> _Stored items_
____________

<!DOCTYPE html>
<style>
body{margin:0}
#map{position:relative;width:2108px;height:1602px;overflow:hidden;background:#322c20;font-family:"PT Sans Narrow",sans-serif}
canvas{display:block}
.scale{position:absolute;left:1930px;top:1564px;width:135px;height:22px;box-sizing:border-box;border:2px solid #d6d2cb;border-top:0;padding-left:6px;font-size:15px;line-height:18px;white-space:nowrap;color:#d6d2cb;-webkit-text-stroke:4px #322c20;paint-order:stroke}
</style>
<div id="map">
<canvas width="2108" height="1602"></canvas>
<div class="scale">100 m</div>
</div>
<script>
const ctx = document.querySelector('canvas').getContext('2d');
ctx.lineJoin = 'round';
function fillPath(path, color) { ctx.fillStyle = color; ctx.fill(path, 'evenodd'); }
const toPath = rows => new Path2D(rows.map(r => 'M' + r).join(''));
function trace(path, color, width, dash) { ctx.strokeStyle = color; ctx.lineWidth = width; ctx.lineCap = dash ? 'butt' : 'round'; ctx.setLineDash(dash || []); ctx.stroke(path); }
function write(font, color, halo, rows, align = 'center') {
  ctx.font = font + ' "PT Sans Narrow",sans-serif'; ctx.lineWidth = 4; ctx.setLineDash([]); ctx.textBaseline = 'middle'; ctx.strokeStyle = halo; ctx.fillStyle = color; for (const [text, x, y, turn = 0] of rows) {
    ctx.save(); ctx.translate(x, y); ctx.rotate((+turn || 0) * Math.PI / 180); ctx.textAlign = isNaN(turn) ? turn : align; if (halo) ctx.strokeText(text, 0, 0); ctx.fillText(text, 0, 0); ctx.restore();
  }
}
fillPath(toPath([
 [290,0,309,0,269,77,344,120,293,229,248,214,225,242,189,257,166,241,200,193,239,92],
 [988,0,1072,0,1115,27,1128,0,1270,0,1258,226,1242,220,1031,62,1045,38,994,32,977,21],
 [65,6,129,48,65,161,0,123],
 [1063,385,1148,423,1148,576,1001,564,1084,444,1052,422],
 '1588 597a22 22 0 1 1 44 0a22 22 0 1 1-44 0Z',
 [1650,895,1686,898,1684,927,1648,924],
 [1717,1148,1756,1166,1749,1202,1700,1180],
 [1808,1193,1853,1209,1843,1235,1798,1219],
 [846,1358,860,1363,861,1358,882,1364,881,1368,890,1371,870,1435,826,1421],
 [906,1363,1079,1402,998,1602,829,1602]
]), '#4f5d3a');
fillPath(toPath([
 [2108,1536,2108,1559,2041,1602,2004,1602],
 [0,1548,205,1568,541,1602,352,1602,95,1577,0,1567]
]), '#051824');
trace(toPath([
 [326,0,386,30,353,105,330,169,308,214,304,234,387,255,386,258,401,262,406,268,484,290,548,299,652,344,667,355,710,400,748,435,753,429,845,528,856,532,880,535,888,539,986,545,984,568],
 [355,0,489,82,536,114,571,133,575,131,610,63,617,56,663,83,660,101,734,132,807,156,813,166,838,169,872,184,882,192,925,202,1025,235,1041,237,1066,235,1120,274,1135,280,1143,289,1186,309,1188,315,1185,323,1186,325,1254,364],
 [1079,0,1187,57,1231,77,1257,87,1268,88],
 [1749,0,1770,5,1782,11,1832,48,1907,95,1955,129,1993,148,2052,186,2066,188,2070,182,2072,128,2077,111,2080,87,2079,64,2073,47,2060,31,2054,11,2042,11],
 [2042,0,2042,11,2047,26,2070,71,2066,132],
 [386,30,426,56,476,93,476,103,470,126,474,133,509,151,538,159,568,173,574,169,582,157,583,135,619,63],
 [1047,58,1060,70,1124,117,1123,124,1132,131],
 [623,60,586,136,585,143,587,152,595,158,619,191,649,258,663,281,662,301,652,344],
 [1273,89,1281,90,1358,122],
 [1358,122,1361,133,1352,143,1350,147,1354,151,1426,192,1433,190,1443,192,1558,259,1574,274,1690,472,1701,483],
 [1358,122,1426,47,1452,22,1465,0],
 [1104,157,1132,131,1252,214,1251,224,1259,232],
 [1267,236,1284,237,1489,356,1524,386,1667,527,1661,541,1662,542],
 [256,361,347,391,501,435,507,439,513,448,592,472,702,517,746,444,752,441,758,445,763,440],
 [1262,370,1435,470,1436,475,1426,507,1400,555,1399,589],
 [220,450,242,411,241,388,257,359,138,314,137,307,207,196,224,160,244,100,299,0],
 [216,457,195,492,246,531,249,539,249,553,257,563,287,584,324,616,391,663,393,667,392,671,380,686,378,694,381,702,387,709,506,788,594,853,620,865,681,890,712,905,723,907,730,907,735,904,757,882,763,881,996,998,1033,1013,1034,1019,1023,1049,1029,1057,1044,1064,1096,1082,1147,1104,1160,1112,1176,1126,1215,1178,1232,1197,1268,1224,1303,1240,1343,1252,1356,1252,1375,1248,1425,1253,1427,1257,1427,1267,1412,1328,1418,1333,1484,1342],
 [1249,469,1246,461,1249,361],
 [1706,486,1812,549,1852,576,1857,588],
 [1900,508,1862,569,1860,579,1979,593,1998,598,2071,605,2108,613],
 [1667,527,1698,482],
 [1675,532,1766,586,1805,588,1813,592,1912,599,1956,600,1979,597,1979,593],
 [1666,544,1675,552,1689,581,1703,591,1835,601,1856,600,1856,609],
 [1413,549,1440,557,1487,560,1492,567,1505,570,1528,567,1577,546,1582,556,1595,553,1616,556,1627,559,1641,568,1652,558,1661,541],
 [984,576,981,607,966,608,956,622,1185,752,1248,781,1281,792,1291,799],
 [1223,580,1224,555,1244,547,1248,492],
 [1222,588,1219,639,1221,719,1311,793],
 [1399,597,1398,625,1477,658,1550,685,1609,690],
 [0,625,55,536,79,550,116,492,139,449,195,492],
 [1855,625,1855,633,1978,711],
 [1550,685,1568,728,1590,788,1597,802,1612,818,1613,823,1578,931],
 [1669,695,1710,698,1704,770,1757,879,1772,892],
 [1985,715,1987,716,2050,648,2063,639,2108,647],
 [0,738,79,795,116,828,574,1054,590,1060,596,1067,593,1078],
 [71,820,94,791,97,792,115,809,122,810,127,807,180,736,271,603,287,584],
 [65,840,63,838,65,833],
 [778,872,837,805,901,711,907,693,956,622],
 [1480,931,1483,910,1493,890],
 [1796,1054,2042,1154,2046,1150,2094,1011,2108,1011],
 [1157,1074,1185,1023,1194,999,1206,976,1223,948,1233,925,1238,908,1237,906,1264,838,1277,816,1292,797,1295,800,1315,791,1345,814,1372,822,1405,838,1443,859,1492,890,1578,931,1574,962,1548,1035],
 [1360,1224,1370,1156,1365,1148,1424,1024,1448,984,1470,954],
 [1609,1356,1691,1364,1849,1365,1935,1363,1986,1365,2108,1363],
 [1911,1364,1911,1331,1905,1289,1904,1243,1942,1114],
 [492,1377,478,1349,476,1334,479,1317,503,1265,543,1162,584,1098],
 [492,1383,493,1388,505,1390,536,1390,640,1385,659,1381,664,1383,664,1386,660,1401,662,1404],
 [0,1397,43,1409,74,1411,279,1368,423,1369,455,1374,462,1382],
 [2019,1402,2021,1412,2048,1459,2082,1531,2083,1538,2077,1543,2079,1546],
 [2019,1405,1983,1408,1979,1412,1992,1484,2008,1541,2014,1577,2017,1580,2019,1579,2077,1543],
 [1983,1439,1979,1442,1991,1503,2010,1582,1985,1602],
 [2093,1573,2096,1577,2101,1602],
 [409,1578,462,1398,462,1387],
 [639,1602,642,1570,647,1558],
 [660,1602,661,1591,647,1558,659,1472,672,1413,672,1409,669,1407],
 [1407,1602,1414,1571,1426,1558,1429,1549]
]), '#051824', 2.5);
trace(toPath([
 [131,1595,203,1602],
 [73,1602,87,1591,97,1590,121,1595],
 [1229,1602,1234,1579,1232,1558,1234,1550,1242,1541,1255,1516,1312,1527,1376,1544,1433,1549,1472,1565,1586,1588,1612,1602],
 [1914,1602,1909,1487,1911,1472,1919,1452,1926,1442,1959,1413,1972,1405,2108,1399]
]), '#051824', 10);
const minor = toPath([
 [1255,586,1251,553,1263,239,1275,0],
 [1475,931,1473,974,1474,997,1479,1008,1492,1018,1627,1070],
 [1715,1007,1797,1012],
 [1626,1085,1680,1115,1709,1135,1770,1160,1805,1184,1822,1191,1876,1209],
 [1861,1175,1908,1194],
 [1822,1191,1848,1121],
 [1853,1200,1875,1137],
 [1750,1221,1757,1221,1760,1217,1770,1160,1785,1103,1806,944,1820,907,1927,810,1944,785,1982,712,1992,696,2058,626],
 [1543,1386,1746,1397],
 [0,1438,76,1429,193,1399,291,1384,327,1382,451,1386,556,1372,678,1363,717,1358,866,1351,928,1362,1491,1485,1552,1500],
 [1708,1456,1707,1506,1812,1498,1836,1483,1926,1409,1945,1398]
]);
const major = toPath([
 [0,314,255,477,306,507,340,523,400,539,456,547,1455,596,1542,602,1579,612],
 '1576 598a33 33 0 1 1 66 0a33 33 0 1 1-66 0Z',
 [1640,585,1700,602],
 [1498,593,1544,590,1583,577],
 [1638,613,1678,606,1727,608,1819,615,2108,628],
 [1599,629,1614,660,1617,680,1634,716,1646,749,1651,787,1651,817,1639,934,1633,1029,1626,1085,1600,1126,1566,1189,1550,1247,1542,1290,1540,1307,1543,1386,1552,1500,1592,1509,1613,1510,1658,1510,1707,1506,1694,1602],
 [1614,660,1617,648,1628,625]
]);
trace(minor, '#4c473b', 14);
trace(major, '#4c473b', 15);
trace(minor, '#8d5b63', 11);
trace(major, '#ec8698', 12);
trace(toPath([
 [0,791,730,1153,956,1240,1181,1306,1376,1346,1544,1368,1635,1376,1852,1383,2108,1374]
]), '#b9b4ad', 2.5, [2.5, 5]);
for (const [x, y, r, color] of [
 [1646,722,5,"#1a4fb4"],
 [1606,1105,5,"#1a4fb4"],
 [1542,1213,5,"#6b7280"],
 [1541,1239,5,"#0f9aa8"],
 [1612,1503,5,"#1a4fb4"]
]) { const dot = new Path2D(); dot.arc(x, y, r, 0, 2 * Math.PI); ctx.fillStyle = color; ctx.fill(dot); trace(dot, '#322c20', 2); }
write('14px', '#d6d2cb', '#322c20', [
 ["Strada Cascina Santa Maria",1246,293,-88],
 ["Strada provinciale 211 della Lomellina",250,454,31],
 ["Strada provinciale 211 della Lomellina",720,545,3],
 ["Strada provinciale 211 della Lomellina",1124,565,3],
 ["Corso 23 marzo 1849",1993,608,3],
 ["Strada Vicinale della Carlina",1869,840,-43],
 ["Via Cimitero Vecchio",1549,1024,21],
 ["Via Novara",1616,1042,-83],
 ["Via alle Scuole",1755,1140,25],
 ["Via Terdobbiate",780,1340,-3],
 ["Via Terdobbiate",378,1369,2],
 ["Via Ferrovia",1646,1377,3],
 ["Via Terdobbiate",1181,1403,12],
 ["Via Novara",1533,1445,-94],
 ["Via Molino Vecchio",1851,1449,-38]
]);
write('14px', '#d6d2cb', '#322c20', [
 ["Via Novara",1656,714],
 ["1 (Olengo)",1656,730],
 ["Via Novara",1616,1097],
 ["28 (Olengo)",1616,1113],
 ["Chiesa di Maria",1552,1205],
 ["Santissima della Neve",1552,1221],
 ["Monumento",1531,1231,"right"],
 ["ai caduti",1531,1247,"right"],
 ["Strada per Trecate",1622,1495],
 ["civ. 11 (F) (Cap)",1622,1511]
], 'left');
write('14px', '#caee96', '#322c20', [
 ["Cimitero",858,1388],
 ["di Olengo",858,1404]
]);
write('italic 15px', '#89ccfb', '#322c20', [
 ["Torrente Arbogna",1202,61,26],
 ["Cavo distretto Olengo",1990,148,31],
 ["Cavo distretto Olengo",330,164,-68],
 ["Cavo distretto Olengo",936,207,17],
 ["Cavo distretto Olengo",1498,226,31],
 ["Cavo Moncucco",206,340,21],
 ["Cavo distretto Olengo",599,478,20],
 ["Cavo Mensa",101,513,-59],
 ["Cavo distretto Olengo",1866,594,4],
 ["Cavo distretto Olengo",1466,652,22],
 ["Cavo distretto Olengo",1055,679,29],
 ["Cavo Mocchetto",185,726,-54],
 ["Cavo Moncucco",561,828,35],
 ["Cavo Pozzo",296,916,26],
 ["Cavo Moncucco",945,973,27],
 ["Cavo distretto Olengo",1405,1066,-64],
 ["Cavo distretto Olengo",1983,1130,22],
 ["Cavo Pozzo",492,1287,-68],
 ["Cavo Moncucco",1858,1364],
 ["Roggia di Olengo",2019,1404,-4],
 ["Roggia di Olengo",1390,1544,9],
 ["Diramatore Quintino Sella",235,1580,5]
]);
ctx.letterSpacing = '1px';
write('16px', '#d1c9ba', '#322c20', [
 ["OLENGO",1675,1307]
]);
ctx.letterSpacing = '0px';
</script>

____________

> _Your goal_
Exactly one number is the expected answer: the count of lines in the entries where the word "scale" is found.

> _Result for this task_
2